■ **TASK DIRECTIONS**
Report each line of the material below where the word "fabs" can be found.

■ **ENTRIES SUPPLIED**
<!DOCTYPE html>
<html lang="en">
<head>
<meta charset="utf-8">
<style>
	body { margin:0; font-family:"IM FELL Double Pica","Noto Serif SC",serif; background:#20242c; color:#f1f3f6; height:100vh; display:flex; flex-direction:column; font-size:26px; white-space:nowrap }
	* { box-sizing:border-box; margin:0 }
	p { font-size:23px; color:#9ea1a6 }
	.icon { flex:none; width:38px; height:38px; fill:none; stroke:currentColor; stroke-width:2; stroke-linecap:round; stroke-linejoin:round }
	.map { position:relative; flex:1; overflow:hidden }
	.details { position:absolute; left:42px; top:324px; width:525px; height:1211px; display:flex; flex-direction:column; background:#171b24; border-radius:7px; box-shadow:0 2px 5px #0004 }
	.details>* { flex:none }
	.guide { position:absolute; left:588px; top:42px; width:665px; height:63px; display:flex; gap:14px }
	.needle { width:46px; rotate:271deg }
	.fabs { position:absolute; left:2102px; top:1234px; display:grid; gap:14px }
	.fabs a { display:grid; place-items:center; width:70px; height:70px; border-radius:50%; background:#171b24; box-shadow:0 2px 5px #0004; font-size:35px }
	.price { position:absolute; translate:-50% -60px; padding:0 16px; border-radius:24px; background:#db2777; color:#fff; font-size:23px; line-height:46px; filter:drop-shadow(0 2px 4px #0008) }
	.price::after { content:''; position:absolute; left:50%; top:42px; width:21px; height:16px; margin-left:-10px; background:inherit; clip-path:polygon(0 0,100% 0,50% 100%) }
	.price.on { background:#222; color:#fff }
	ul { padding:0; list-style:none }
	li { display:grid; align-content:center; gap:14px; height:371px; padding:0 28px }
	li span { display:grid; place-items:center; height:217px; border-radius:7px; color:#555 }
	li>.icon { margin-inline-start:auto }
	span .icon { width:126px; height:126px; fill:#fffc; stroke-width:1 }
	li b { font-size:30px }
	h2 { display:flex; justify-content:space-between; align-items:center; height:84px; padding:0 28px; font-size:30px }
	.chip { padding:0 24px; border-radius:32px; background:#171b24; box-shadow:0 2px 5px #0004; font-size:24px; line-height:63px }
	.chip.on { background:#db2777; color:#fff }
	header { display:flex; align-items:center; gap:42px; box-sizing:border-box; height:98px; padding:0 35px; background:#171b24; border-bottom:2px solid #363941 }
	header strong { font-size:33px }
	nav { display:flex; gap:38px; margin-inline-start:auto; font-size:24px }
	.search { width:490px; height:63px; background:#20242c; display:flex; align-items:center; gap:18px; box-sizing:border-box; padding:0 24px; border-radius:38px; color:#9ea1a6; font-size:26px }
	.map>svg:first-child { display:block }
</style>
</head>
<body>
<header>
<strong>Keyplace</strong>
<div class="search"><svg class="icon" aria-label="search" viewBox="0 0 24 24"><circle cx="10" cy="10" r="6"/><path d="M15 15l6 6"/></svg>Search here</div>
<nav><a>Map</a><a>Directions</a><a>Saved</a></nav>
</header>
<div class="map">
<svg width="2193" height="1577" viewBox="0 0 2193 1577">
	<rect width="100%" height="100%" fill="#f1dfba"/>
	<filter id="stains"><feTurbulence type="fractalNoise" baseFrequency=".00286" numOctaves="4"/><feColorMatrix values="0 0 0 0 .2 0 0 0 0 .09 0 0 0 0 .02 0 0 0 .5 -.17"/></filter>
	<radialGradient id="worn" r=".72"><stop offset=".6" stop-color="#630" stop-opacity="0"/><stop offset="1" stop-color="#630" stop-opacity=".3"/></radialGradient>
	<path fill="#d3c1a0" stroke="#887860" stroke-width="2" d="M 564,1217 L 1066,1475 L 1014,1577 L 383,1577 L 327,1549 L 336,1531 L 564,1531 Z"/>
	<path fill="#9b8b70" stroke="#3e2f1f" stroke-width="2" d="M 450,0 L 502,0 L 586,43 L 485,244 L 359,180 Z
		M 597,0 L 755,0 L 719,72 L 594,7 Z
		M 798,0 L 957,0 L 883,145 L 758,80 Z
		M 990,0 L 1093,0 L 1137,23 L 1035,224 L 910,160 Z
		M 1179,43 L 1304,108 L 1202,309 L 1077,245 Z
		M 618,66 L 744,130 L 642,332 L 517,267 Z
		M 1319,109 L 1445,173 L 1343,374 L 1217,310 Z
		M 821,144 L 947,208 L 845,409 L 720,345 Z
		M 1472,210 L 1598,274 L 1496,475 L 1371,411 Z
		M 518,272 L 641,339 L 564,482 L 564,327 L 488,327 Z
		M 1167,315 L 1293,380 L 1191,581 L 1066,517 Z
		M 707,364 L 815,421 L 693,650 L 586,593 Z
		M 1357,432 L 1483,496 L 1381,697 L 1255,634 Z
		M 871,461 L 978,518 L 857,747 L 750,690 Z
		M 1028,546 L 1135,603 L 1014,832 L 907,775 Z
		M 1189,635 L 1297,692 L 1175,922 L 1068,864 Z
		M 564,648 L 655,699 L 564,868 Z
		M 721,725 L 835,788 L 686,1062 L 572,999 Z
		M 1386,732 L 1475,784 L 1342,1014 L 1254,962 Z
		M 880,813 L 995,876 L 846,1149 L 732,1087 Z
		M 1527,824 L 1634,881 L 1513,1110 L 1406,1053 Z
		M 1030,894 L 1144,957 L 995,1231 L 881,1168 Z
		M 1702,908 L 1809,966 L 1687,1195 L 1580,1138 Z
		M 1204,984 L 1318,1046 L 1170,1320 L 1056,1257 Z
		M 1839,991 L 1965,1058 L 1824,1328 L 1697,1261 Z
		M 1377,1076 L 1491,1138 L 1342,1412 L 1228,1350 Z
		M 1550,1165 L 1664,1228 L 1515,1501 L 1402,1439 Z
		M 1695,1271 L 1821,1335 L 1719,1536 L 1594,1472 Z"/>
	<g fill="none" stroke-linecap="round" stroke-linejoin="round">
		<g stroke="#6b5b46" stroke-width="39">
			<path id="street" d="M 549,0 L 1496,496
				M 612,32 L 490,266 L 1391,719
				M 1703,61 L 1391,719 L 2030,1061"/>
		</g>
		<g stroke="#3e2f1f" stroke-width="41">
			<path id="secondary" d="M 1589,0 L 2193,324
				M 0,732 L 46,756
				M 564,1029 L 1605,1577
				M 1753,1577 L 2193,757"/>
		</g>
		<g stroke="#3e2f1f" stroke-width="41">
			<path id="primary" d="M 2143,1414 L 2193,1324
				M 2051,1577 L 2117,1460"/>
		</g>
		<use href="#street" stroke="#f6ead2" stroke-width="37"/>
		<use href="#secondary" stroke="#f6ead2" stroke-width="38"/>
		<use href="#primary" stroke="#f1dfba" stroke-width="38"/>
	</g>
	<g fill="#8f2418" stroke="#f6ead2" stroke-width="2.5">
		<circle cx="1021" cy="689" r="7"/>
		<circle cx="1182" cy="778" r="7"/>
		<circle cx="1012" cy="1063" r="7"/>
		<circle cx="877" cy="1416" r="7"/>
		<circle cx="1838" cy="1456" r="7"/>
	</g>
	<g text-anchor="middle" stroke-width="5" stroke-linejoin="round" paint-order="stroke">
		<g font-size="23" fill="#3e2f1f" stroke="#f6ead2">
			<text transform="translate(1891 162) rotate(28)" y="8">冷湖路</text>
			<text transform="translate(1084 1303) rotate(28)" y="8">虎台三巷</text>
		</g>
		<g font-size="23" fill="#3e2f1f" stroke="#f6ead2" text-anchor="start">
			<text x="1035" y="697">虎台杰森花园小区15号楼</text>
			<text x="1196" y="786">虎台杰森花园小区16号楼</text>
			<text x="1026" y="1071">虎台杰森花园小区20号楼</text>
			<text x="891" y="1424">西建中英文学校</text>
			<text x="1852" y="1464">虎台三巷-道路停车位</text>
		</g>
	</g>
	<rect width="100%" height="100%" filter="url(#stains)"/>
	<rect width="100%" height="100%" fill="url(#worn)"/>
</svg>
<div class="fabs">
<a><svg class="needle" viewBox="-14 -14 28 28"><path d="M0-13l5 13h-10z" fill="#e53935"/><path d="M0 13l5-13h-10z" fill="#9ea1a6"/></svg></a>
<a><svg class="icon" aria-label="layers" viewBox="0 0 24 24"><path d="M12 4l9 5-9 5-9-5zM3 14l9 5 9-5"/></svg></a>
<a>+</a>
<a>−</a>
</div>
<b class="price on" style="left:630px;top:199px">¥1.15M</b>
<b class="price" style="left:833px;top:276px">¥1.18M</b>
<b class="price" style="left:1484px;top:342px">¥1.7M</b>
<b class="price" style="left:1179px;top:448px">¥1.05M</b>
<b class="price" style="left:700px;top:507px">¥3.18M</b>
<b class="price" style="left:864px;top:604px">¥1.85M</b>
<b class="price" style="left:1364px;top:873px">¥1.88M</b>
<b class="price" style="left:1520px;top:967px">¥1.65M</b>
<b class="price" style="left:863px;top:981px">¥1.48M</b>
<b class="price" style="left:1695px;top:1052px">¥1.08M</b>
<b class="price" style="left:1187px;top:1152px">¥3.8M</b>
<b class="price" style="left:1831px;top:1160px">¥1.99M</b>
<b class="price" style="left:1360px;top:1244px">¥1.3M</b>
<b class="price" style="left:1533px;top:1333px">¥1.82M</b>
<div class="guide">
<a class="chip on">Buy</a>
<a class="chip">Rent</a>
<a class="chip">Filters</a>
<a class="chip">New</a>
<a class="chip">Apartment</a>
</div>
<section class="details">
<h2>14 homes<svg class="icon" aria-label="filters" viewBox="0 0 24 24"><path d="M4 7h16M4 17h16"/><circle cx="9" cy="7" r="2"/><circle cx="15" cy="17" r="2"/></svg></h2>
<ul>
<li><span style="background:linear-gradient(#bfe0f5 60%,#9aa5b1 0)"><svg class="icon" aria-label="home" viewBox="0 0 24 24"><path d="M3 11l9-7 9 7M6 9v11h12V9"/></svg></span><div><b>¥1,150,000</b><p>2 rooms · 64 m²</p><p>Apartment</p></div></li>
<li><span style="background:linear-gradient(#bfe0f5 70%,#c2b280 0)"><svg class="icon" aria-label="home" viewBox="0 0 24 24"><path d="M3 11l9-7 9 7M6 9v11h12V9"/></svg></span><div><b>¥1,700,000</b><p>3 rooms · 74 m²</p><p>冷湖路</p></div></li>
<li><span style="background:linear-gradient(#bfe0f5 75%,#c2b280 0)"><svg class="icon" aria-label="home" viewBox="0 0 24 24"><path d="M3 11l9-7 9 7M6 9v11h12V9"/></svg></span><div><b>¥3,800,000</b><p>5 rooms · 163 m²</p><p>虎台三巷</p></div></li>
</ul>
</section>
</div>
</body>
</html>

■ **YOUR SOLUTION**
	.fabs { position:absolute; left:2102px; top:1234px; display:grid; gap:14px }
	.fabs a { display:grid; place-items:center; width:70px; height:70px; border-radius:50%; background:#171b24; box-shadow:0 2px 5px #0004; font-size:35px }
<div class="fabs">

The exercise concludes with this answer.